Drilling into the data substitution rules
Let’s drill down on one of the rules to see exactly how I’ve set this up. Figure 2 shows the Column & Datasets tab of the Mastercard substitution rule.
It’s within each of these individual rules that we can control the characteristics of the replacement data. You can see that I’ve defined my replacement MasterCard data to use Space Separation. I left Generate invalid checksums disabled, so that the credit card numbers generated would conform to the Luhn algorithm. I’ve also made sure that the data masker will generate only unique values. Obviously, you could change any of these settings depending on your requirements.
Figure 3 shows the Where Clause and Sampling tab for the same Mastercard substitution rule.
I’ve chosen not to use any kind of filtering on the data I’m updating because I have set up the table such that every row has data. This means that I don’t need to use the default setting of Where Not NULL or empty. I’ve also chosen a Sample percentage and set the value to the required value, 25% in this case.
That’s all there is to it. I create each rule, as shown, to arrive at a full set of credit card test data. If I rerun the query in Listing 1 against my new data set, I now see the following distribution, which will vary slightly every time you run the masking set:
The Diners and Discover card type I used to simulate the UnionPay credit card has the same first digit, which is why this query returns only four card types instead of five. However, you can see that I do have a distribution of data that roughly mirrors the distribution I was aiming for.

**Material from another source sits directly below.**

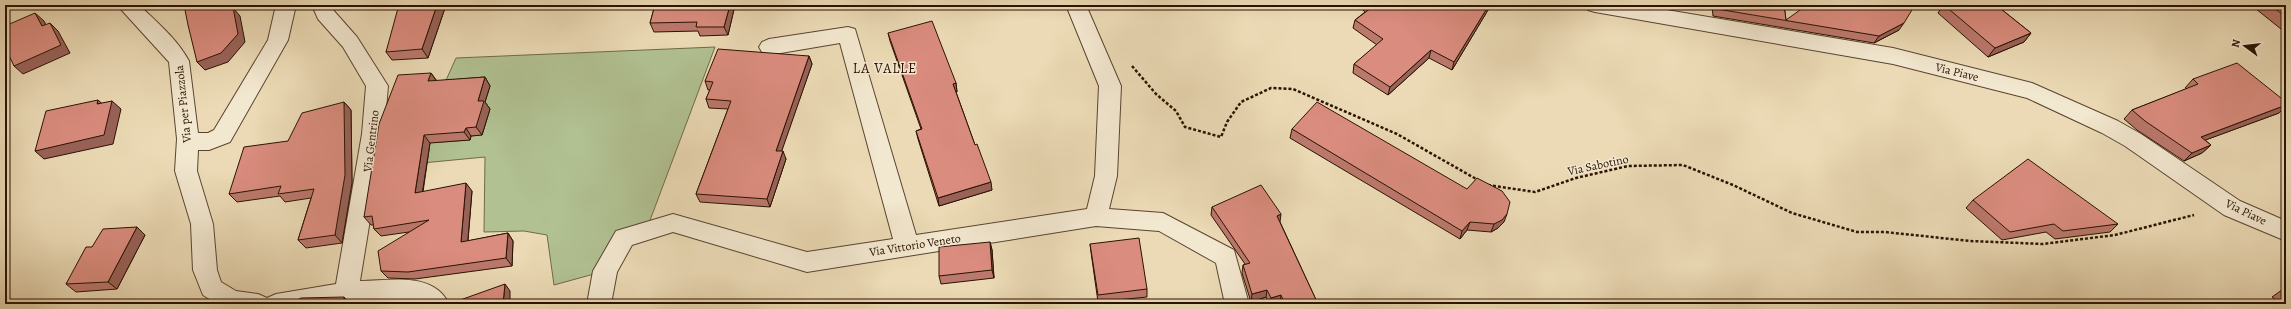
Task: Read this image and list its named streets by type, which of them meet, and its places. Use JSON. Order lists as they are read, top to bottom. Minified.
{"streets":{"street":["Via Piave","Via per Piazzola","Via Gentrino","Via Vittorio Veneto"],"path":["Via Sabotino"]},"crossings":[["Via Piave","Via Sabotino"]],"districts":["LA VALLE"],"north":"left"}
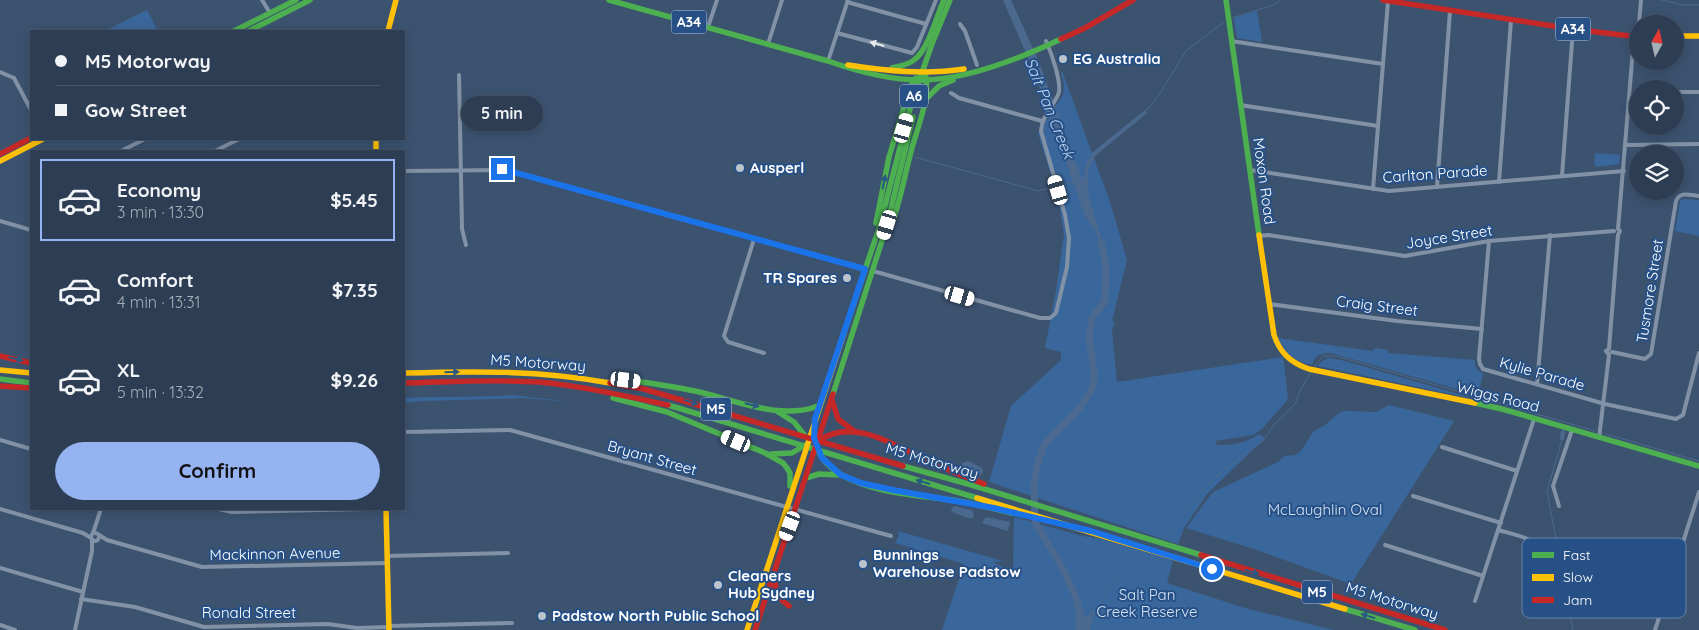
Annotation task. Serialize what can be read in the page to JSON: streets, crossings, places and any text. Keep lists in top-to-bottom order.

Refining the data masking process by imposing a rule order
We could modify the data masking process to control more precisely how the data gets updated, while sacrificing some speed.
Instead of letting data masker run the each of the rules simultaneously, in a threaded fashion, as discussed earlier, I’m going to impose an order in which each rule should run, by adding Rule groupings, as indicated by the Rule Numbers in Figure 4.
By modifying the rule number values such that the first two digits are in ascending order, from 1 to 5, I ensure that the previous rule will complete before the next one fires. The specific order I’ve chosen is to run the Visa rule first, to mask all the data (vital for compliance, as discussed earlier). After this first rule completes, I can be assured that all further substitutions will be performed against valid credit card values that contain information on a Visa credit card. Each of the subsequent rules run in order, in my case, from least to highest in terms of the amount of data being modified.
Finally, I’m adding a
WHERE clause to my rules to ensure that data already modified doesn’t get modified again, as shown in Figure 5.
With this in place, the resulting distribution is much closer to our target distribution, and will be more consistent, if a little slower because of the filtering of the data as part of the data load process:
Using data masking techniques like those described in this article, you’ll ensure that your test data is clean, and so meet the requirements of any data protection and privacy regulations. It will also look real, right down to small details such as the checksum values, and mirror a realistic distribution. All three of these are necessary steps in arriving at useful test data for your development and testing environments.
Now, I just need to go back and add an expiration date and CCV value to all my credit cards! Luckily there’s a Substitution Rule for credit card expiration dates and the CCV is just a three-digit random number, so this will be easy using SQL Data Masker.